Let \( P_3 \) denote the real vector space of all polynomials with real coefficients of degree at most 3. Consider the map \[ T: P_3 \to P_3 \quad \text{given by} \quad T(p(x)) = p'(x) + p(x). \] Then

• A. \( T \) is neither one-one nor onto
• B. \( T \) is one-one but not onto
• C. \( T \) is both one-one and onto
• D. \( T \) is onto but not one-one

Hint:

For linear transformations, check for injectivity by solving \( T(p(x)) = 0 \), and check for surjectivity by testing whether every element of the codomain can be reached.

Answer 1

The Correct Option is C

Step 1: Analyzing injectivity (one-one).
To check if \( T \) is one-one, we need to determine if \( T(p(x)) = T(q(x)) \) implies \( p(x) = q(x) \).

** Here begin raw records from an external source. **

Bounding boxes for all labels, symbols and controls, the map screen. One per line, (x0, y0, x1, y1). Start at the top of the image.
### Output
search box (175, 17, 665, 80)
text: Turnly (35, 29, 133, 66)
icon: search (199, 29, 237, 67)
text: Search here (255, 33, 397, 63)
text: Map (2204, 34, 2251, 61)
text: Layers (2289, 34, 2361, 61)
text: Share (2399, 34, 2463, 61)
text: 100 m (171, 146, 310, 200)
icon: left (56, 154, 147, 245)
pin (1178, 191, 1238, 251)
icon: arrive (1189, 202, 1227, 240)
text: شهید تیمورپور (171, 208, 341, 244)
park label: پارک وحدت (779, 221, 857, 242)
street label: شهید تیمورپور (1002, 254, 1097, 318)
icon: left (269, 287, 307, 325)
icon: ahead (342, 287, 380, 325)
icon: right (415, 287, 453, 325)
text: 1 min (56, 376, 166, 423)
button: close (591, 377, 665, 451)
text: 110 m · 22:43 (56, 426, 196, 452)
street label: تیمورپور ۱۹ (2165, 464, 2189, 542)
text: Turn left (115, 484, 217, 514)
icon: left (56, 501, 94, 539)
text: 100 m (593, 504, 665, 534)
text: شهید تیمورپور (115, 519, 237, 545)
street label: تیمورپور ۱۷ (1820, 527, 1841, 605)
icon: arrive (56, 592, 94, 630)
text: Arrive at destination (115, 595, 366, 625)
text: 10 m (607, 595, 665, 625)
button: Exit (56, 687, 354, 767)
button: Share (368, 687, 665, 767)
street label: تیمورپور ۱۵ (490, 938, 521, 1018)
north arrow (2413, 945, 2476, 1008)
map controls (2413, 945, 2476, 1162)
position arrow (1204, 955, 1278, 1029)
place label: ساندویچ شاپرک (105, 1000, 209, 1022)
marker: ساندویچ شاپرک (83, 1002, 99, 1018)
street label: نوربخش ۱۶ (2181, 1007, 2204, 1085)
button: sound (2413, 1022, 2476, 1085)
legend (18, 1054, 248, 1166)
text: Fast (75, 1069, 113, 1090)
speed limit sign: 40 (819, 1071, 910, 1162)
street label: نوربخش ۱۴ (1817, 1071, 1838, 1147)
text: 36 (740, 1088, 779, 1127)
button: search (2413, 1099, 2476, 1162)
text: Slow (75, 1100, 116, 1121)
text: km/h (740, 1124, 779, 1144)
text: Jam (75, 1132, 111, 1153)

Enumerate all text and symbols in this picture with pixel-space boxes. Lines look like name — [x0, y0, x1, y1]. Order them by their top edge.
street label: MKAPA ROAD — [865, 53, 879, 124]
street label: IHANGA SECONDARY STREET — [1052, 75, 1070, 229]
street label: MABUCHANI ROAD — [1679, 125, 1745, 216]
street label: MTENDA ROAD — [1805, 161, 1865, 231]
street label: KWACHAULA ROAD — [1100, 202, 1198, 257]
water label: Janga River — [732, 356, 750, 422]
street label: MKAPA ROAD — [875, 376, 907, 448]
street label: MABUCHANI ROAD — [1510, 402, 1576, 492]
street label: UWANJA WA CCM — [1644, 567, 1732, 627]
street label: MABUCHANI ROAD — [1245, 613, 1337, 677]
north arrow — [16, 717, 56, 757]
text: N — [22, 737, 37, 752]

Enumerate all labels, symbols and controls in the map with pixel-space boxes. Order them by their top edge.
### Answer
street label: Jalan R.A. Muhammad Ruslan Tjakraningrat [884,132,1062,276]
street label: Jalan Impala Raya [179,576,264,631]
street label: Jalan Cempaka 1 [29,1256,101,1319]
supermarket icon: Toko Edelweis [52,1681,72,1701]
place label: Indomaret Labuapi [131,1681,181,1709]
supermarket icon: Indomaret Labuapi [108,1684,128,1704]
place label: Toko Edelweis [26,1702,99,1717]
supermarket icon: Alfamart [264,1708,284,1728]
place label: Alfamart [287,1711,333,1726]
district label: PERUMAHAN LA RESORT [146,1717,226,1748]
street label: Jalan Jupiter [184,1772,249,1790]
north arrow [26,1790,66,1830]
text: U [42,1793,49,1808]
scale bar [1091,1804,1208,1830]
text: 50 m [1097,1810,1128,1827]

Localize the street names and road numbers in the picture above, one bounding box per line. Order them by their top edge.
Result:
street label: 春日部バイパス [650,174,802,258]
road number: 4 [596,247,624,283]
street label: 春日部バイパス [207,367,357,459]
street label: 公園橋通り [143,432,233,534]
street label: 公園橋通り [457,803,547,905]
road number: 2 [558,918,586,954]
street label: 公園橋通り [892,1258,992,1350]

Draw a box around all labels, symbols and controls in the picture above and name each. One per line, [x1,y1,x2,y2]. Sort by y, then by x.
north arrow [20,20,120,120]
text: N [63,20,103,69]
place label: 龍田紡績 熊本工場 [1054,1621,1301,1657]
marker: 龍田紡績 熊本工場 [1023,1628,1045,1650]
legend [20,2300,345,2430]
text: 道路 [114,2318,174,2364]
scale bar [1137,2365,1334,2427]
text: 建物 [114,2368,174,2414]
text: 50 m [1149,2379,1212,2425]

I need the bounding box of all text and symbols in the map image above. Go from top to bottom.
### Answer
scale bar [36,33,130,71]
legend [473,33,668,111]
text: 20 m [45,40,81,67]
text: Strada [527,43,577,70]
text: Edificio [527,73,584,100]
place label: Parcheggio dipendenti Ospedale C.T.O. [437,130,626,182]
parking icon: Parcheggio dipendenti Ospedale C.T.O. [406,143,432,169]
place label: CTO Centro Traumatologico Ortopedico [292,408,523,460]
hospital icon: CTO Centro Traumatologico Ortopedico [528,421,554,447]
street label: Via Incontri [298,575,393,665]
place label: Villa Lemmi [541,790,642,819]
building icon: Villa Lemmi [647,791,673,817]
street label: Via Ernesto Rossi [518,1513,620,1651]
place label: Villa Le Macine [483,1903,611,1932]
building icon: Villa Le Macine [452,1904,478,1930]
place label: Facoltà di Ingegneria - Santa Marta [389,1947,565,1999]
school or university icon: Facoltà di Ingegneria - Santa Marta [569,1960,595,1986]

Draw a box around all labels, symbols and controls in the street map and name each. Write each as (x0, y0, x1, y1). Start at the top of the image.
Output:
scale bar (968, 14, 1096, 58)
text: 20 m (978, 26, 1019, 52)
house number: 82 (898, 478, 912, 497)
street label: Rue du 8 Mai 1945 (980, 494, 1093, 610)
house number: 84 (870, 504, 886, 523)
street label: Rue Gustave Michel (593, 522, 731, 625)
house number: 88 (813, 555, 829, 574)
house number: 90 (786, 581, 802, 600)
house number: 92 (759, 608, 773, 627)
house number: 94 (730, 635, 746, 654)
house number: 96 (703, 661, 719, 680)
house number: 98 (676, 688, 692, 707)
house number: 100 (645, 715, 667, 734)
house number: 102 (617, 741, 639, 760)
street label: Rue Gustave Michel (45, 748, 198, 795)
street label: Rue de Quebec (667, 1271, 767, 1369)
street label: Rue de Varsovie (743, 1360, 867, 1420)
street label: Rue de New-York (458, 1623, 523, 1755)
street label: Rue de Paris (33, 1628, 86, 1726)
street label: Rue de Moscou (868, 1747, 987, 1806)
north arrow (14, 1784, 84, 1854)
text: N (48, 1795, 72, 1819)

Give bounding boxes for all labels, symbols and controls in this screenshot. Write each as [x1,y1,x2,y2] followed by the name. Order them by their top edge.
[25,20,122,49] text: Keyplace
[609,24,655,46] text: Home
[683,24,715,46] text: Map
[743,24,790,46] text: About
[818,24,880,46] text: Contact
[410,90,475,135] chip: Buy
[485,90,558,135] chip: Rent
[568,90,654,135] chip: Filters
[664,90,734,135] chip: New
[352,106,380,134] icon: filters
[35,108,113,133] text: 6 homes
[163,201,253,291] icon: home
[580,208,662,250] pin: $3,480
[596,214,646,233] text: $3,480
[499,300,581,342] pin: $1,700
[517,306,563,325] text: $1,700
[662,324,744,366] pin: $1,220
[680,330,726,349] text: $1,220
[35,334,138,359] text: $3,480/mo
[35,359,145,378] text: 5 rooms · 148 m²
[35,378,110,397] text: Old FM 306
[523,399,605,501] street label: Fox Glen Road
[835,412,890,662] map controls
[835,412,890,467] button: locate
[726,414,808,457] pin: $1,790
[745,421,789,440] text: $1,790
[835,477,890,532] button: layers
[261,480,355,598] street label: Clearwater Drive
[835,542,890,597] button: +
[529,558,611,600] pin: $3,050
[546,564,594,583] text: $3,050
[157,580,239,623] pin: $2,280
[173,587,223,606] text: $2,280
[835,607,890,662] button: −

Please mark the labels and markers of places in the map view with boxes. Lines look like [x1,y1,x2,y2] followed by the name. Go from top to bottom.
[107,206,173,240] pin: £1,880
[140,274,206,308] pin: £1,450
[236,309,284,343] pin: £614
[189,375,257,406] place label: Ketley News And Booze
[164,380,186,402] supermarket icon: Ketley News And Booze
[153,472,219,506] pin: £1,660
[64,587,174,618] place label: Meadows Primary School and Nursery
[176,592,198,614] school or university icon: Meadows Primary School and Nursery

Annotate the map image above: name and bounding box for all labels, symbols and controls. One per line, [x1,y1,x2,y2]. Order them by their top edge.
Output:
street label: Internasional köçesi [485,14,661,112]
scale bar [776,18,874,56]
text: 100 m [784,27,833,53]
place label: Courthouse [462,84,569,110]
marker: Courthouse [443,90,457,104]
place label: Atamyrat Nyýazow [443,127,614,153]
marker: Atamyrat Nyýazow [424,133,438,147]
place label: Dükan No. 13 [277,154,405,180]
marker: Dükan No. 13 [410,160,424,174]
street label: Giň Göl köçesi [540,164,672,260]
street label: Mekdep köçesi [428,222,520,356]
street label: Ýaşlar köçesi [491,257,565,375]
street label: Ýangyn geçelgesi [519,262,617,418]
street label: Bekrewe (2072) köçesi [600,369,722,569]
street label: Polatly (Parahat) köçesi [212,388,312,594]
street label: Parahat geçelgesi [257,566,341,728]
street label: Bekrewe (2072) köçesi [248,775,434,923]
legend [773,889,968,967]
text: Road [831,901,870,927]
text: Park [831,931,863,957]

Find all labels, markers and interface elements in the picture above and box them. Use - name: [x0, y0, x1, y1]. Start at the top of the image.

Since \( T(p(x)) = p'(x) + p(x) \), the map is injective because the solution to \( p'(x) + p(x) = 0 \) leads to only the zero polynomial as the solution.
Step 2: Analyzing surjectivity (onto).
To check if \( T \) is onto, we need to determine if for every polynomial \( r(x) \in P_3 \), there exists a polynomial \( p(x) \in P_3 \) such that \( T(p(x)) = r(x) \). It turns out that \( T \) is onto because we can always find a polynomial \( p(x) \) such that \( T(p(x)) = r(x) \) for any given polynomial \( r(x) \in P_3 \).
Step 3: Conclusion.
Thus, the correct answer is (C).